Il trittico ci permette di inquadrare, come un’unica icona, questo personaggio misterioso, Gesù, fino a quel momento sconosciuto pubblicamente. Il primo episodio riguardante l’attività del Battista, prepara la scena successiva; Giovanni il Battista annuncia un personaggio, un uomo che battezzerà in Spirito e fuoco (Mt 3,11), di cui egli non è degno di slegargli nemmeno un sandalo. L’episodio in sé, nella narrazione, prepara stilisticamente anche per il lettore un attesa: chi sarà mai, dunque, questo personaggio? Il battesimo di Giovanni, che non è il sacramento del battesimo cristiano, è un battesimo di conversione, strettamente legato alla sua predicazione penitenziale. Per poter accogliere il Regno di Dio e la sua sovranità, è necessaria la conversione del cuore, che biblicamente comporta letteralmente un cambio di direzione; cioè un ravvedimento radicale dell’uomo e del suo agire. Un ritorno a Dio Creatore, per l’appunto. Il farsi battezzare pubblicamente aveva questo significato, manifestando questa volontà di cambiamento e di apertura al Regno di Dio ormai alle porte. Si crea dunque un tensione di attesa.

La seconda icona del trittico è composta è composta dal battesimo di Gesù; quest’uomo di cui l’evangelista ha appena raccontato la nascita, ma di cui sappiamo poco. Sembra mettersi in fila con tutti gli altri che vengono a farsi battezzare dal Battista, suscitando in quest’ultimo, stupore e scandalo: “Sono io che ho bisogno di essere battezzato da te, e tu vieni da me?” (Mt 3,15). Uno stile che mette in crisi qualsiasi aspettativa; sappiamo che ci si aspetta un re (l’episodio dei magi); uno che farà giustizia, che ha lo Spirito e il fuoco. Perché dunque si mette in fila come tutti i peccatori? Una domanda ulteriore che alimenta la precedente sull’identità di questo personaggio misterioso. E la domanda trova immediatamente risposta non appena il Battista sollecitato da Gesù, lo battezza: descrivendo l’evento come una teofania, cioè una manifestazione di Dio, i cieli si aprono, e lo Spirito discende su Gesù come una colomba. Una voce dal cielo poi afferma: “Questi è il Figlio mio, l’amato: in lui ho posto il mio compiacimento” (Mt 3,17).
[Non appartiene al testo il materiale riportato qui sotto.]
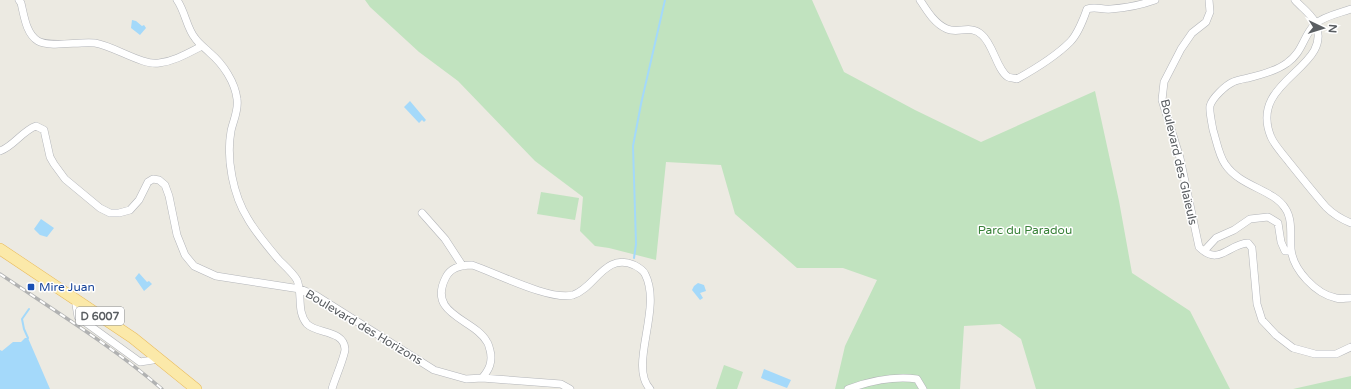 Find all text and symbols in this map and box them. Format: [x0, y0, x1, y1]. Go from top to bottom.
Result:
north arrow [1303, 8, 1343, 48]
text: N [1326, 24, 1339, 34]
street label: Boulevard des Glaïeuls [1158, 98, 1200, 226]
park label: Parc du Paradou [978, 223, 1072, 237]
place label: Mire Juan [39, 280, 95, 294]
marker: Mire Juan [26, 282, 36, 292]
street label: Boulevard des Horizons [303, 286, 425, 368]
road number: D 6007 [76, 307, 124, 325] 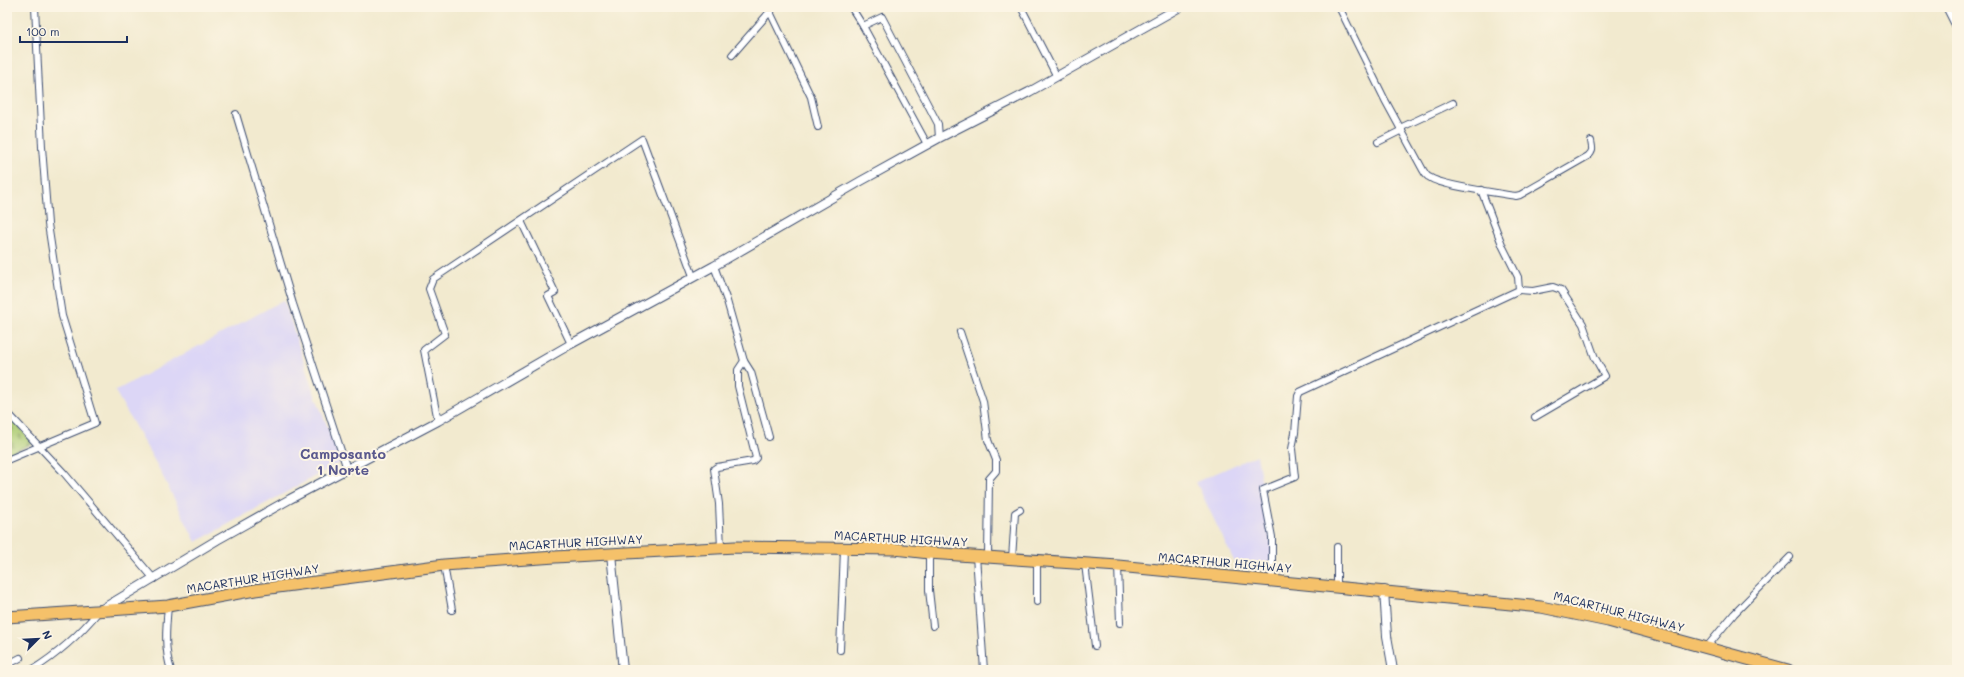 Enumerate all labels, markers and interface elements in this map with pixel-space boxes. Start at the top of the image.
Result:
scale bar [20,18,127,44]
text: 100 m [26,23,60,39]
district label: Camposanto 1 Norte [300,444,386,479]
street label: MACARTHUR HIGHWAY [833,526,969,550]
street label: MACARTHUR HIGHWAY [508,530,644,554]
street label: MACARTHUR HIGHWAY [1157,548,1293,576]
street label: MACARTHUR HIGHWAY [185,560,321,596]
street label: MACARTHUR HIGHWAY [1552,587,1687,635]
north arrow [18,619,58,659]
text: N [39,628,56,642]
Il lettore può ora rispondere alla domanda “chi è dunque Gesù?. Gesù è colui che possiede lo Spirito; il servo di JHWH annunciato dal profeta Isaia, amato da Dio e nel quale Dio si compiace. Soprattutto scopriamo che quest’uomo è il Figlio di Dio. L’atteggiamento di Gesù che scandalizza il battista, non solo realizza la figura del servo di JHWH, ma addirittura dimostra che la volontà di Dio (adempiere ogni giustizia) prevede che Gesù sia pienamente inserito nella realtà umana e la sua piena solidarietà con tutti i peccatori; una solidarietà che lo porterà al sacrificio della propria vita (Mt 3,15).

L’ultima icona del trittico è rappresentata dalla tentazione che avviene subito dopo il battesimo. Episodio che risponde ulteriormente alla domanda sull’identità di Gesù. Proprio perché Gesù è colui che possiede lo Spirito di Dio, può superare le tentazioni, riportando così l’uomo, una volta ricevuto a sua volta lo Spirito, nella possibilità di superrare la tentazione e di compiere la volontà di Dio. Un episodio che dovrebbe anche far capire che la vita spirituale non è assenza di tentazioni, ma la capacità di superarle proprio grazie al dono dello Spirito donatoci da Gesù stesso. Fra Marco.